The BCA Amendment provides, among other things, that (i) the exchange
ratio at which each Class A ordinary share, par value $0.0001 per share, of Artisan (each an “Artisan Share”)
issued and outstanding immediately prior to the effective time of the Initial Merger (excluding Artisan Shares that are held by Artisan
shareholders that validly exercise their redemption rights, Artisan Shares that are held by Artisan shareholders that exercise and perfect
their relevant dissenters’ rights and Artisan treasury shares) shall be cancelled in exchange for the right to receive the number
of newly issued PubCo Class A Ordinary Shares equal to the Class A Exchange Ratio (as defined below); (ii) the number of
PubCo Class A Ordinary Shares issuable upon exercise of each PubCo warrant converted from each whole Artisan public warrant is amended
from one to the Class A Exchange Ratio; (iii) the “Price per Share” for the purpose of calculating the exchange
ratio at which Prenetics shares exchange into PubCo Class A Ordinary Shares in the Acquisition Merger is reduced to an amount equal
to (a) (x) $1,150,000,000 minus (y) $20,520,000, divided by (b) the Fully-Diluted Company Shares (as defined
below); and (iv) the size of the board of directors of PubCo immediately following the closing of Acquisition Merger will be reduced
from six members to five members.
“Class A
Exchange Ratio” is defined in the BCA Amendment as the lower of: (A) 1.29; and (B) (1) (x) the Post-Redemption
SPAC Share Number (as defined below), plus (y) 3,000,000, divided by (2) the Post-Redemption SPAC Share Number.

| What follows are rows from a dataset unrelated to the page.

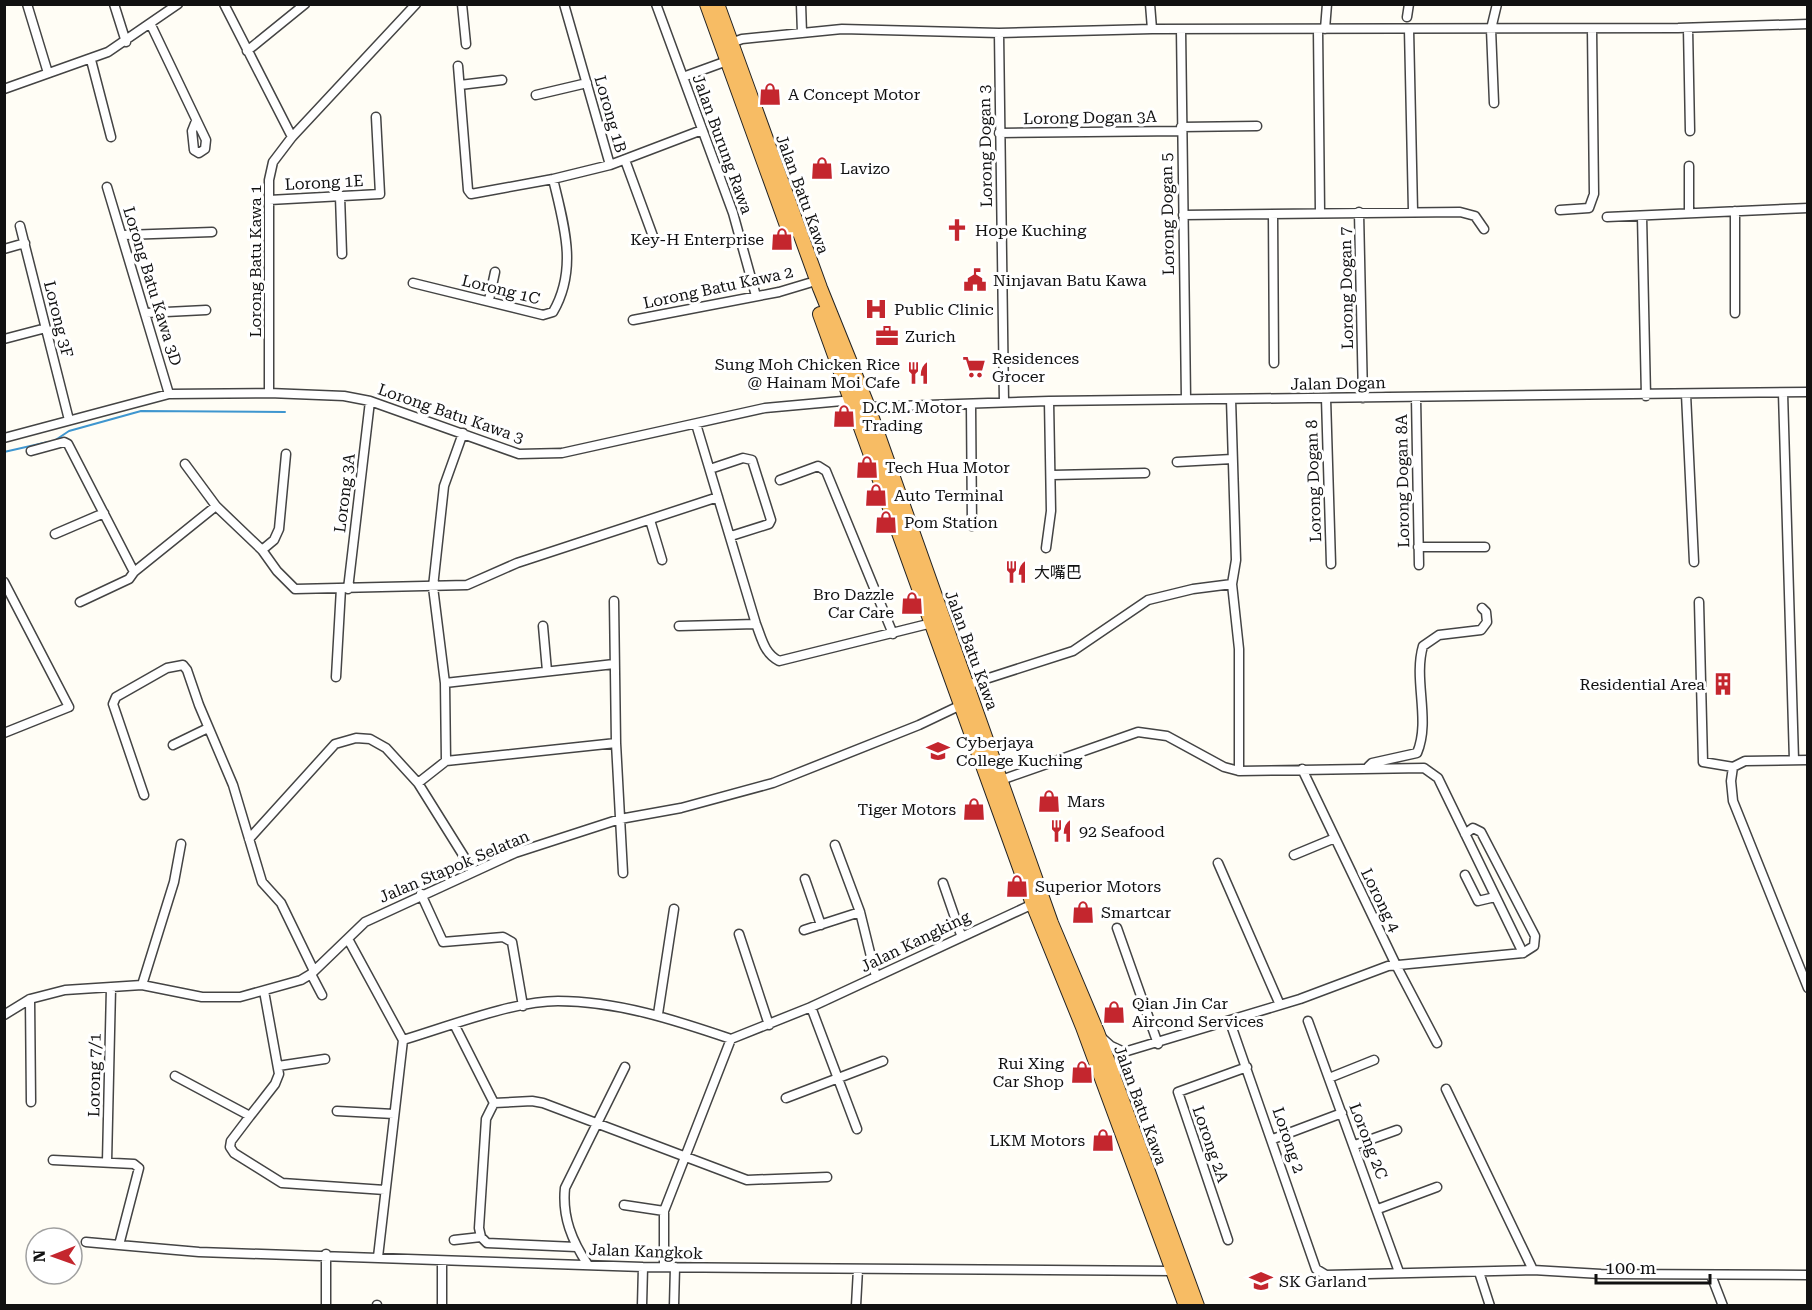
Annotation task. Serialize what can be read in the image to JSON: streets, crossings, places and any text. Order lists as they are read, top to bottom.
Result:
{
  "streets": {
    "highway": ["Jalan Batu Kawa"],
    "street": [
      "Lorong 1B",
      "Lorong Dogan 3A",
      "Jalan Burung Rawa",
      "Lorong Dogan 3",
      "Lorong 1E",
      "Lorong Dogan 5",
      "Lorong Batu Kawa 1",
      "Lorong Batu Kawa 3D",
      "Lorong Batu Kawa 2",
      "Lorong Dogan 7",
      "Lorong 1C",
      "Lorong 3F",
      "Jalan Dogan",
      "Lorong Batu Kawa 3",
      "Lorong Dogan 8",
      "Lorong Dogan 8A",
      "Lorong 3A",
      "Jalan Stapok Selatan",
      "Lorong 4",
      "Jalan Kangking",
      "Lorong 7/1",
      "Lorong 2",
      "Lorong 2C",
      "Lorong 2A",
      "Jalan Kangkok"
    ]
  },
  "crossings": [
    ["Lorong 1B", "Lorong 1C"],
    ["Lorong Dogan 3A", "Lorong Dogan 3"],
    ["Lorong Dogan 3A", "Lorong Dogan 5"],
    ["Jalan Burung Rawa", "Lorong Batu Kawa 2"],
    ["Lorong Dogan 3", "Jalan Dogan"],
    ["Lorong 1E", "Lorong Batu Kawa 1"],
    ["Jalan Batu Kawa", "Lorong Batu Kawa 2"],
    ["Jalan Batu Kawa", "Jalan Dogan"],
    ["Jalan Batu Kawa", "Lorong Batu Kawa 3"],
    ["Jalan Batu Kawa", "Jalan Stapok Selatan"],
    ["Jalan Batu Kawa", "Jalan Kangking"],
    ["Jalan Batu Kawa", "Jalan Kangkok"],
    ["Lorong Dogan 5", "Jalan Dogan"],
    ["Lorong Batu Kawa 1", "Lorong Batu Kawa 3"],
    ["Lorong Batu Kawa 3D", "Lorong Batu Kawa 3"],
    ["Lorong Dogan 7", "Jalan Dogan"],
    ["Lorong 3F", "Lorong Batu Kawa 3"],
    ["Jalan Dogan", "Lorong Dogan 8"],
    ["Jalan Dogan", "Lorong Dogan 8A"],
    ["Lorong Batu Kawa 3", "Lorong 3A"],
    ["Jalan Stapok Selatan", "Lorong 7/1"],
    ["Lorong 2", "Lorong 2C"],
    ["Lorong 2", "Lorong 2A"]
  ],
  "places": {
    "shop": [
      "A Concept Motor",
      "Lavizo",
      "Key-H Enterprise",
      "D.C.M. Motor Trading",
      "Tech Hua Motor",
      "Auto Terminal",
      "Pom Station",
      "Bro Dazzle Car Care",
      "Mars",
      "Tiger Motors",
      "Superior Motors",
      "Smartcar",
      "Qian Jin Car Aircond Services",
      "Rui Xing Car Shop",
      "LKM Motors"
    ],
    "church": ["Hope Kuching"],
    "public building": ["Ninjavan Batu Kawa"],
    "hospital": ["Public Clinic"],
    "office": ["Zurich"],
    "supermarket": ["Residences Grocer"],
    "restaurant": ["Sung Moh Chicken Rice @ Hainam Moi Cafe", "大嘴巴", "92 Seafood"],
    "building": ["Residential Area"],
    "school or university": ["Cyberjaya College Kuching", "SK Garland"]
  },
  "scale_bar": "100 m",
  "north": "left"
}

“Fully-Diluted Company Shares” is defined in the Original BCA to mean, without duplication, (a) the
aggregate number of Prenetics shares (i) that are issued and outstanding immediately prior to the effective time of the Acquisition
Merger and (ii) that are issuable upon the exercise of all Prenetics restricted share units, options, warrants, convertible notes
and other equity securities of Prenetics that are issued and outstanding immediately prior to the effective time of the Acquisition Merger,
including an aggregate of 776,432 shares to be issued by Prenetics as deferred consideration of Prenetics Limited’s acquisition
of Oxsed Limited, minus (b) Prenetics’ treasury shares. “Post-Redemption SPAC Share Number” is defined
in the BCA Amendment as (a) the aggregate number of Artisan Shares outstanding as of immediately prior to the Class B Recapitalization
(as defined below), minus (b) the treasury shares held by Artisan and outstanding immediately prior to the Class B Recapitalization,
minus (c) the Artisan Shares subject to the redemptions outstanding immediately prior to the Class B Recapitalization.
The
foregoing description of the BCA Amendment does not purport to be complete and is qualified in its entirety by the terms and conditions
of the BCA Amendment, a copy of which is attached hereto as Exhibit 2.1 and is incorporated herein by reference.
Other Agreements
In connection with and concurrently with the entry into the BCA Amendment,
the following agreements were also entered into by the relevant parties:
Sponsor Agreement
Concurrently with the entry into the BCA Amendment, PubCo, Prenetics,
Artisan, Artisan LLC, a Cayman Islands limited liability company (the “Sponsor”)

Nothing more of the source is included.